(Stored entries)
***
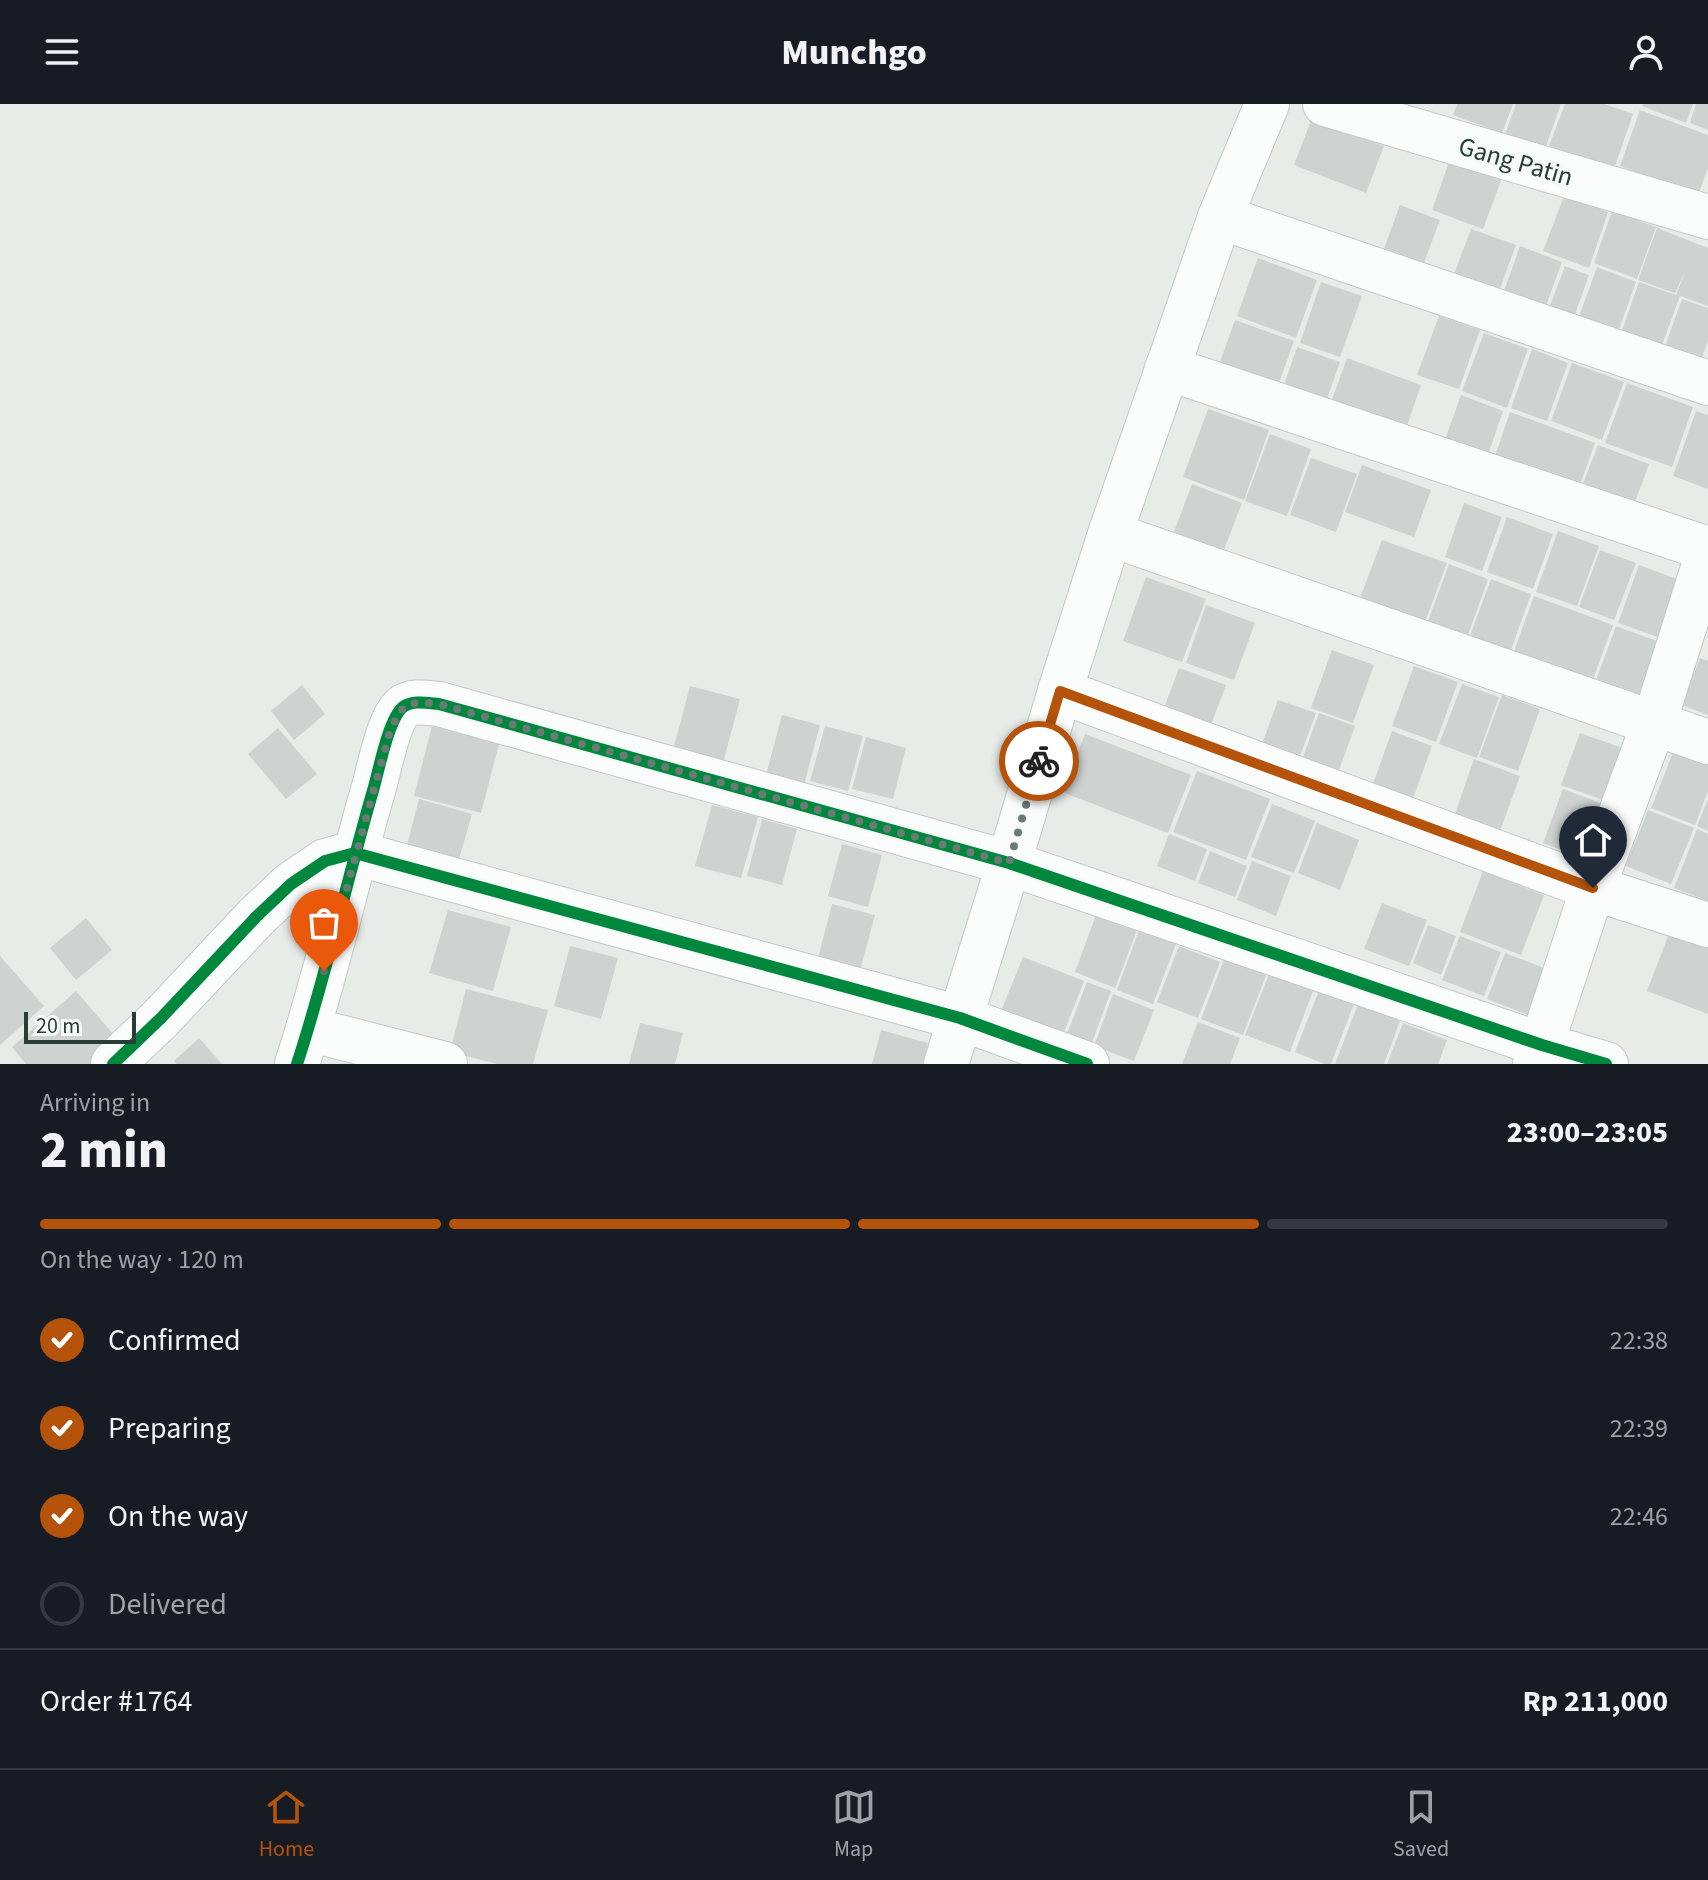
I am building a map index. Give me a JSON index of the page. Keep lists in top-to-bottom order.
{
  "streets": {
    "street": ["Gang Patin"]
  },
  "scale_bar": "20 m",
  "page": {
    "header": "Munchgo",
    "scale": "20 m",
    "heading": ["2 min", "Arriving in", "23:00–23:05"],
    "panel": ["Order #1764", "Rp 211,000"],
    "bar": "On the way · 120 m",
    "list": [
      ["Confirmed", "22:38"],
      ["Preparing", "22:39"],
      ["On the way", "22:46"],
      "Delivered"
    ],
    "tabs": ["Home", "Map", "Saved"]
  }
}
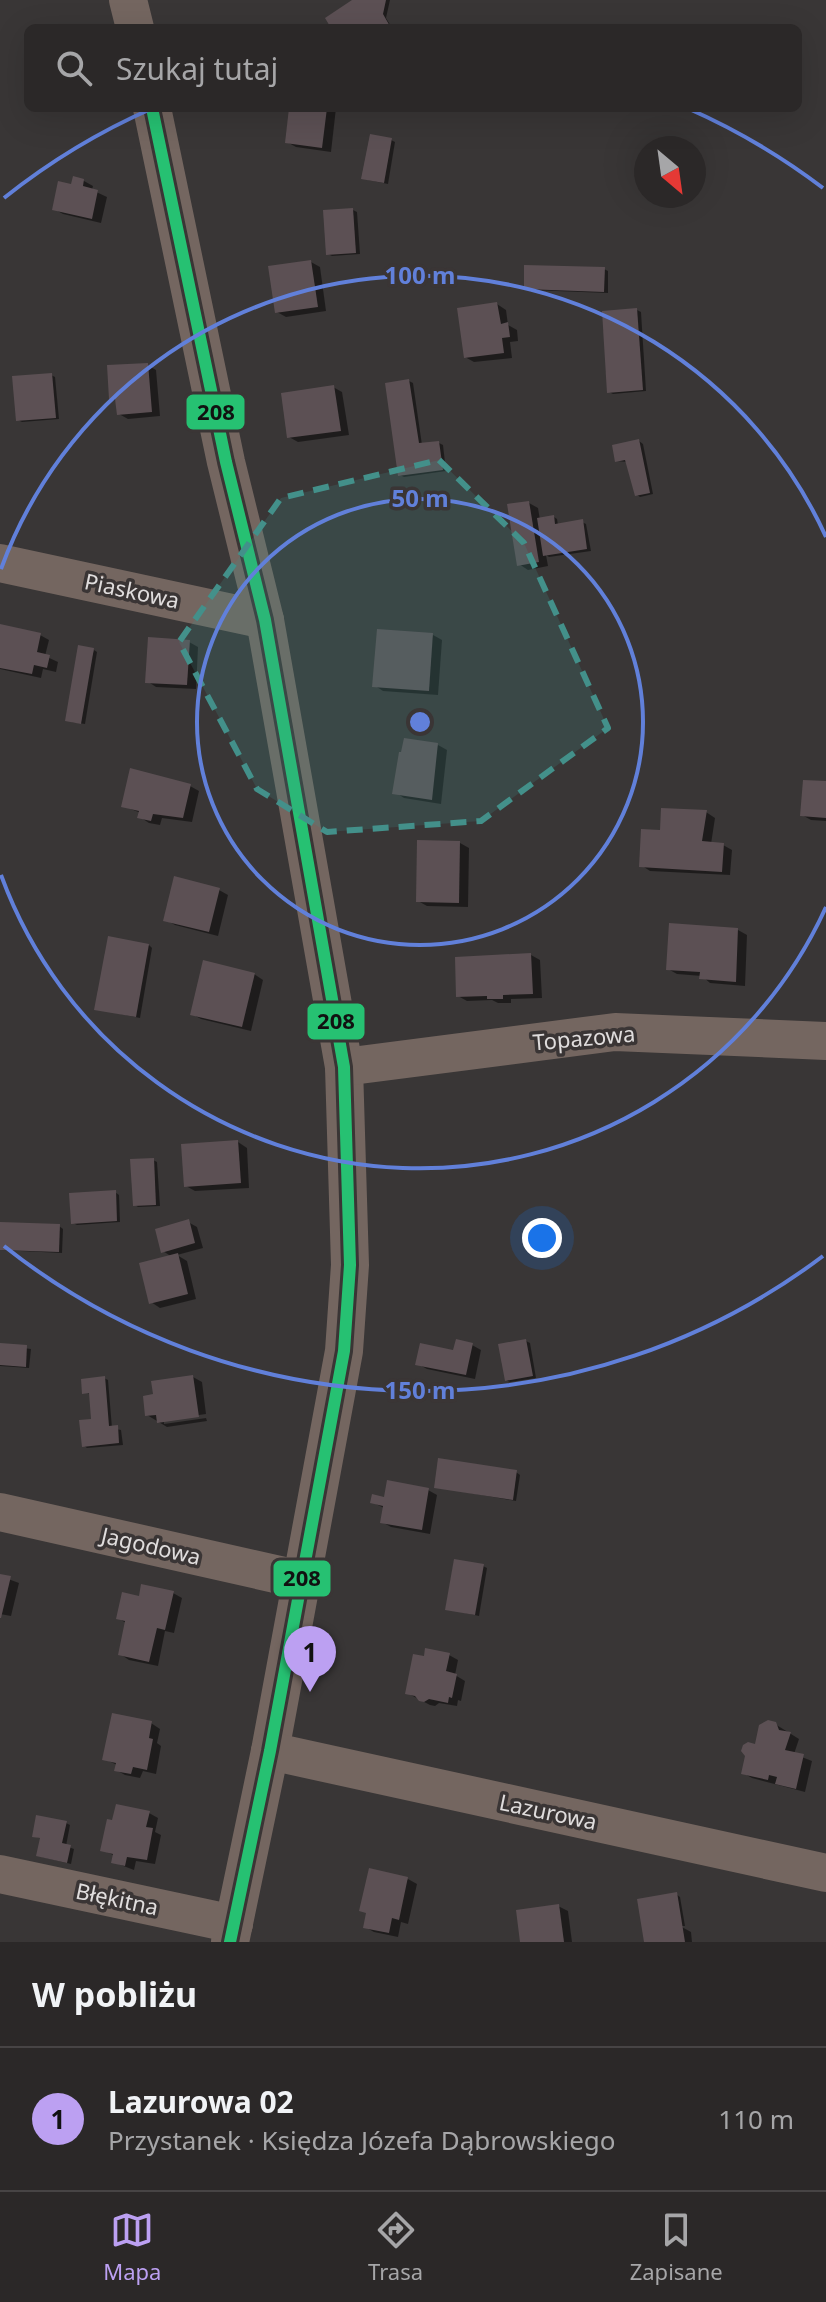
***
**Exercise:** In your answer, repeat all the entries exactly, but leave out the pictures.

**Solved exercise:**
I am building a map index. Give me a JSON index of the page. Keep lists in top-to-bottom order.
{
  "streets": {
    "street": ["Gang Patin"]
  },
  "scale_bar": "20 m",
  "page": {
    "header": "Munchgo",
    "scale": "20 m",
    "heading": ["2 min", "Arriving in", "23:00–23:05"],
    "panel": ["Order #1764", "Rp 211,000"],
    "bar": "On the way · 120 m",
    "list": [
      ["Confirmed", "22:38"],
      ["Preparing", "22:39"],
      ["On the way", "22:46"],
      "Delivered"
    ],
    "tabs": ["Home", "Map", "Saved"]
  }
}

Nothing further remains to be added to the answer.